Heavyweight Jarrell Miller believed he’d done enough to defeat former unified heavyweight champion Andy Ruiz Jr., a sentiment echoed by the cheering Los Angeles crowd post-fight.
Miller fought Ruiz to a 12-round draw at BMO Stadium in Los Angeles on Saturday night, a largely uneventful bout where Miller asserted dominance after Ruiz’s initial success in the first four-and-a-half rounds. The scores were 116-112 for Miller with two judges having it 114-114.
“I know I did enough,” Miller said in response to whether he felt he had won. “I threw more punches; it’s called effective aggression.”
According to CompuBox, Miller outlanded and out threw Ruiz, landing 183 punches out of 514, while Ruiz connected with 113 out of 355 punches. In punch stats round-by-round, Ruiz only outlanded Miller in the first three rounds.
Miller expressed frustration with the fight’s outcome, suggesting that fighting in California, Ruiz’s home state, may have biased the scorecards. He questioned the judges’ neutrality, noting one judge from California and another from the neighboring state of Nevada, which he deemed too close to home for a fair decision.
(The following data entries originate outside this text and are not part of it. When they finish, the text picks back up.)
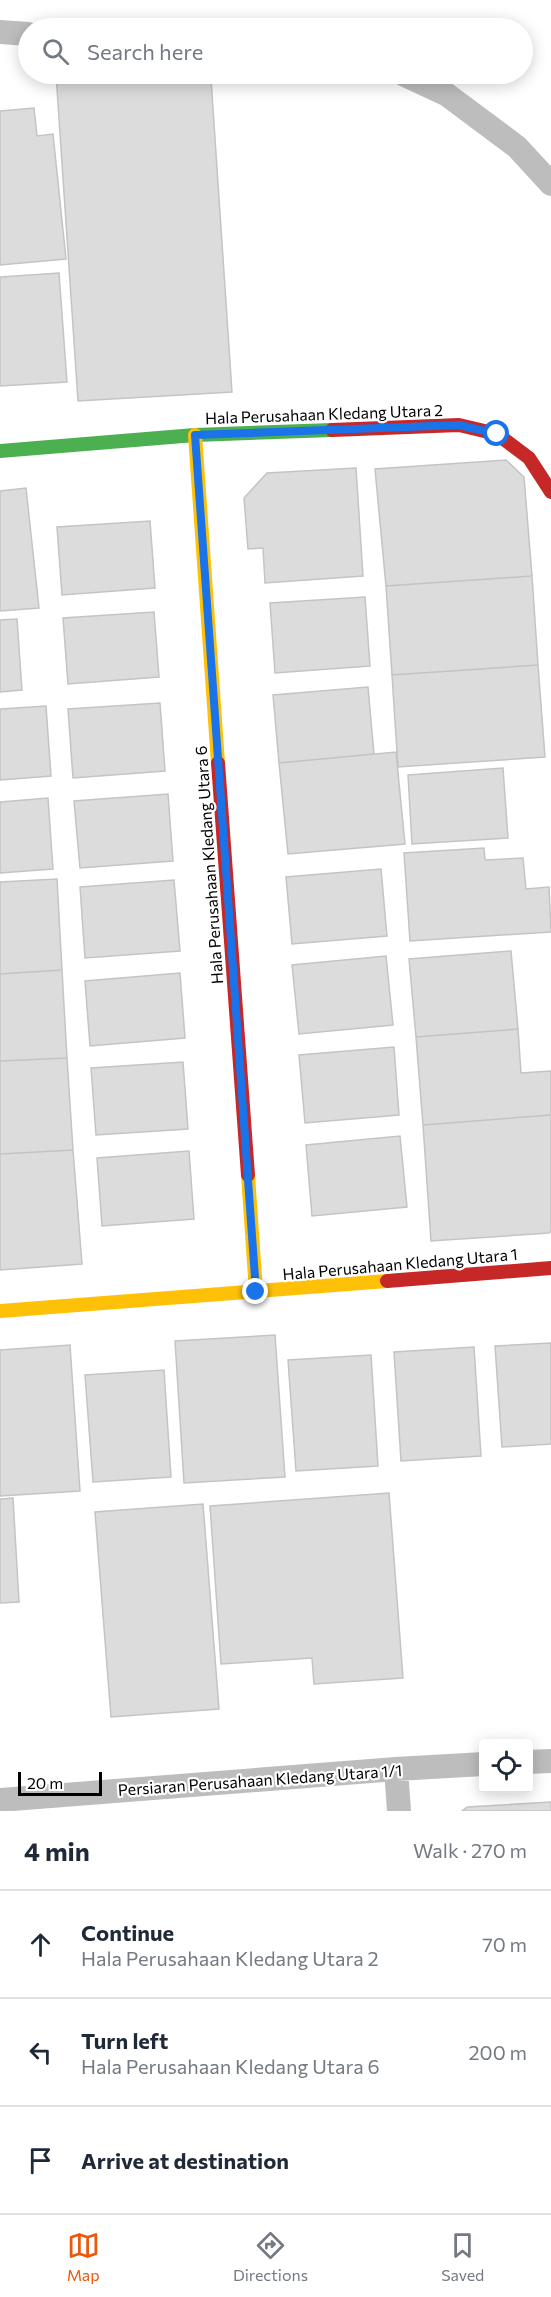 <!DOCTYPE html>
<meta charset="utf-8">
<style>
:root{--surface:#fff;--page:#f6f6f7;--text:#1f2937;--muted:#747a83;--line:#e0e1e3;--accent:#ea580c}
body{margin:0;font-family:Commissioner,sans-serif;background:var(--page);color:var(--text)}
.controls{position:absolute;right:18px;bottom:18px;display:grid;overflow:hidden;border-radius:6px;box-shadow:0 3px 15px #0003}
.controls button{width:54px;height:54px;display:grid;place-items:center;padding:0;border:0;border-bottom:2px solid var(--line);background:var(--surface);color:var(--text);font:30px sans-serif}
.scale{position:absolute;left:18px;bottom:15px;width:84px;box-sizing:border-box;padding-left:6px;border:3px solid #000;border-top:0;font-size:16px;line-height:21px;white-space:nowrap;color:#000;-webkit-text-stroke:4px #fff;paint-order:stroke}
.stop{position:absolute;width:18px;height:18px;margin:-14px;border:4px solid #1a73e8;border-radius:50%;background:#fff}
.stop.end{background:#1a73e8;border-color:#fff;box-shadow:0 2px 6px #0008}
.list{margin:0;padding:0;list-style:none}
h2{display:flex;justify-content:space-between;align-items:center;height:78px;margin:0;padding:0 24px;font-size:26px}
h2 small{font-size:20px;font-weight:400;color:var(--muted)}
.list li{display:grid;grid-template-columns:39px 1fr auto;gap:18px;align-items:center;box-sizing:border-box;height:108px;padding:0 24px;border-top:2px solid var(--line)}
.list b{display:block;font-size:22px;white-space:nowrap}
.list p{margin:0;font-size:20px;white-space:nowrap;color:var(--muted)}
.list em{font-size:20px;font-style:normal;color:var(--muted)}
.icon{flex:none;width:33px;height:33px;fill:none;stroke:currentColor;stroke-width:2;stroke-linecap:round;stroke-linejoin:round}
.map{position:relative;flex:none;width:551px;height:1811px;overflow:hidden}
.search{position:absolute;background:var(--surface);box-shadow:0 3px 15px #0003;left:18px;right:18px;top:18px;height:66px;display:flex;align-items:center;gap:15px;box-sizing:border-box;padding:0 21px;border-radius:33px;color:var(--muted);font-size:22px}
.sheet{height:402px;background:var(--surface)}
nav{display:flex;justify-content:space-around;align-items:center;box-sizing:border-box;height:84px;border-top:2px solid var(--line);background:var(--surface);font-size:16px;color:var(--muted)}
nav a{display:grid;justify-items:center;gap:3px}
nav .on{color:var(--accent)}
.map>svg:first-child{display:block}
.building{fill:#dcdcdc;stroke:#c4c4c4;stroke-width:1.5}
.lines{fill:none;stroke-linecap:round;stroke-linejoin:round}
.street{stroke:#bdbdbd;stroke-width:24}
.fast{stroke:#4caf50;stroke-width:14}
.slow{stroke:#ffc107;stroke-width:14}
.jam{stroke:#c62828;stroke-width:14}
.route{stroke:#1a73e8;stroke-width:8}
.labels{text-anchor:middle;stroke-width:4.5;stroke-linejoin:round;paint-order:stroke}
.street-label{font-size:16px;fill:#000;stroke:#fff}
</style>
<div class="map">
<svg width="551" height="1811" viewBox="0 0 551 1811">
<rect width="100%" height="100%" fill="#fff"/>
<path class="building" d="M56 74H155L211 79 232 392 78 401Z
M34 108 37 136 53 134 66 259 0 265V111Z
M59 273 67 382 0 386V277Z
M506 460 524 477 532 576 386 586 375 469Z
M356 468 363 576 265 583 263 548 248 549 244 498 267 473Z
M26 488 39 608 0 611V491Z
M150 521 155 588 62 595 57 527Z
M532 576 538 665 392 675 386 586Z
M365 597 370 666 275 673 270 603Z
M154 612 159 677 68 684 63 618Z
M17 619 22 690 0 692V620Z
M538 665 545 757 398 767 392 675Z
M368 687 374 754 279 763 273 695Z
M160 703 165 771 73 778 68 709Z
M46 706 51 776 0 780V709Z
M396 752 405 844 288 854 279 763Z
M503 768 508 838 412 844 408 775Z
M168 794 173 861 80 868 74 801Z
M48 798 53 869 0 873V802Z
M484 848 485 860 523 858 526 889 549 887 551 932 410 941 404 853Z
M381 869 387 936 292 944 286 877Z
M57 879 62 970 0 974V882Z
M174 880 180 951 85 958 80 887Z
M511 951 518 1029 416 1037 409 959Z
M386 956 393 1025 299 1034 292 965Z
M62 970 67 1058 0 1061V974Z
M180 973 185 1038 90 1046 85 981Z
M518 1029 521 1073 551 1071V1115L423 1125 416 1037Z
M394 1047 399 1115 305 1123 299 1055Z
M67 1058 73 1150 0 1154V1061Z
M183 1062 188 1129 96 1135 91 1068Z
M551 1115V1231L549 1233 431 1241 423 1125Z
M400 1136 407 1207 312 1216 306 1145Z
M73 1150 82 1264 0 1270V1154Z
M189 1151 194 1219 102 1226 97 1158Z
M275 1335 285 1477 184 1483 175 1341Z
M551 1343V1444L502 1447 495 1346Z
M70 1345 80 1491 0 1496V1350Z
M474 1347 481 1456 401 1461 394 1352Z
M371 1355 378 1466 296 1471 288 1360Z
M164 1370 171 1477 93 1482 85 1375Z
M389 1493 403 1678 314 1684 312 1658 221 1664 210 1506Z
M13 1498 19 1602 0 1603V1499Z
M203 1504 219 1709 111 1717 95 1512Z
M551 1802V1811H462L467 1807Z"/>
<g class="lines">
<path class="street" d="M0 32 28 34
M403 74 446 94 517 147 551 184
M528 1762 551 1761
M396 1769 399 1811
M0 1800 396 1769 484 1764"/>
<path class="fast" d="M0 451 195 435 332 430"/>
<path class="slow" d="M195 435 218 763
M248 1175 256 1292
M0 1311 387 1281"/>
<path class="jam" d="M332 430 459 425 497 434 529 458 551 492
M218 763 248 1175
M387 1281 551 1268"/>
</g>
<g class="lines">
<path class="route" d="M256 1292 195 435 459 425 497 434"/>
</g>
<g class="labels">
<g class="street-label">
<text transform="translate(324 414) rotate(-2)" y="6">Hala Perusahaan Kledang Utara 2</text>
<text transform="translate(209 865) rotate(-94)" y="6">Hala Perusahaan Kledang Utara 6</text>
<text transform="translate(400 1264) rotate(-5)" y="6">Hala Perusahaan Kledang Utara 1</text>
<text transform="translate(260 1780) rotate(-4)" y="6">Persiaran Perusahaan Kledang Utara 1/1</text>
</g>
</g>
</svg>
<div class="controls">
<button><svg class="icon" aria-label="locate" viewBox="0 0 24 24"><circle cx="12" cy="12" r="6"/><path d="M12 2v4M12 18v4M2 12h4M18 12h4"/></svg></button>
</div>
<div class="scale">20 m</div>
<div class="stop" style="left:497px;top:434px"></div>
<div class="stop end" style="left:256px;top:1292px"></div>
<div class="search"><svg class="icon" aria-label="search" viewBox="0 0 24 24"><circle cx="10" cy="10" r="6"/><path d="M15 15l6 6"/></svg>Search here</div>
</div>
<section class="sheet">
<h2>4 min<small>Walk · 270 m</small></h2>
<ul class="list">
<li><svg class="icon" aria-label="ahead" viewBox="0 0 24 24"><path d="M12 20V5M6 11l6-6 6 6"/></svg><div><b>Continue</b><p>Hala Perusahaan Kledang Utara 2</p></div><em>70 m</em></li>
<li><svg class="icon" aria-label="left" viewBox="0 0 24 24"><path d="M17 20v-9H6M10 6l-5 5 5 5"/></svg><div><b>Turn left</b><p>Hala Perusahaan Kledang Utara 6</p></div><em>200 m</em></li>
<li><svg class="icon" aria-label="arrive" viewBox="0 0 24 24"><path d="M6 21V4h12l-3 4 3 4H6"/></svg><div><b>Arrive at destination</b></div></li>
</ul>
</section>
<nav>
<a class="on"><svg class="icon" aria-label="map" viewBox="0 0 24 24"><path d="M3 6l6-2 6 2 6-2v14l-6 2-6-2-6 2zM9 4v14M15 6v14"/></svg>Map</a>
<a><svg class="icon" aria-label="directions" viewBox="0 0 24 24"><path d="M12 3l9 9-9 9-9-9zM9 14v-3h6M13 9l2 2-2 2"/></svg>Directions</a>
<a><svg class="icon" aria-label="saved" viewBox="0 0 24 24"><path d="M7 4h10v16l-5-4-5 4z"/></svg>Saved</a>
</nav>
“We need different judges, not so close to California,” Miller insisted. “We had a California judge, a Nevada judge; we knew we were coming into his hometown — one judge scored it for me and two called it a draw.”
Miller’s career had been interrupted by a suspension for testing positive for PEDs, a crime that saw him removed from a scheduled bout with Anthony Joshua in 2019 and replaced with Ruiz, who famously won. Miller returned to the ring in 2022 after a lengthy hiatus.
“That’s boxing; sometimes you get robbed,” Miller reflected. “I just want the fans to keep supporting me; I’ve been an underdog my whole life.”
Looking ahead, Miller expressed interest in facing Jared Anderson, nicknamed ‘The Real Big Baby,’ despite Anderson’s recent knockout loss to Martin Bakole.
“I’d like to fight on the Fury-Usyk undercard,” Miller revealed. “I said Anderson was going to get messed up. I’ll still fight him in December; there’s only one ‘Big Baby,’ and that’s me.”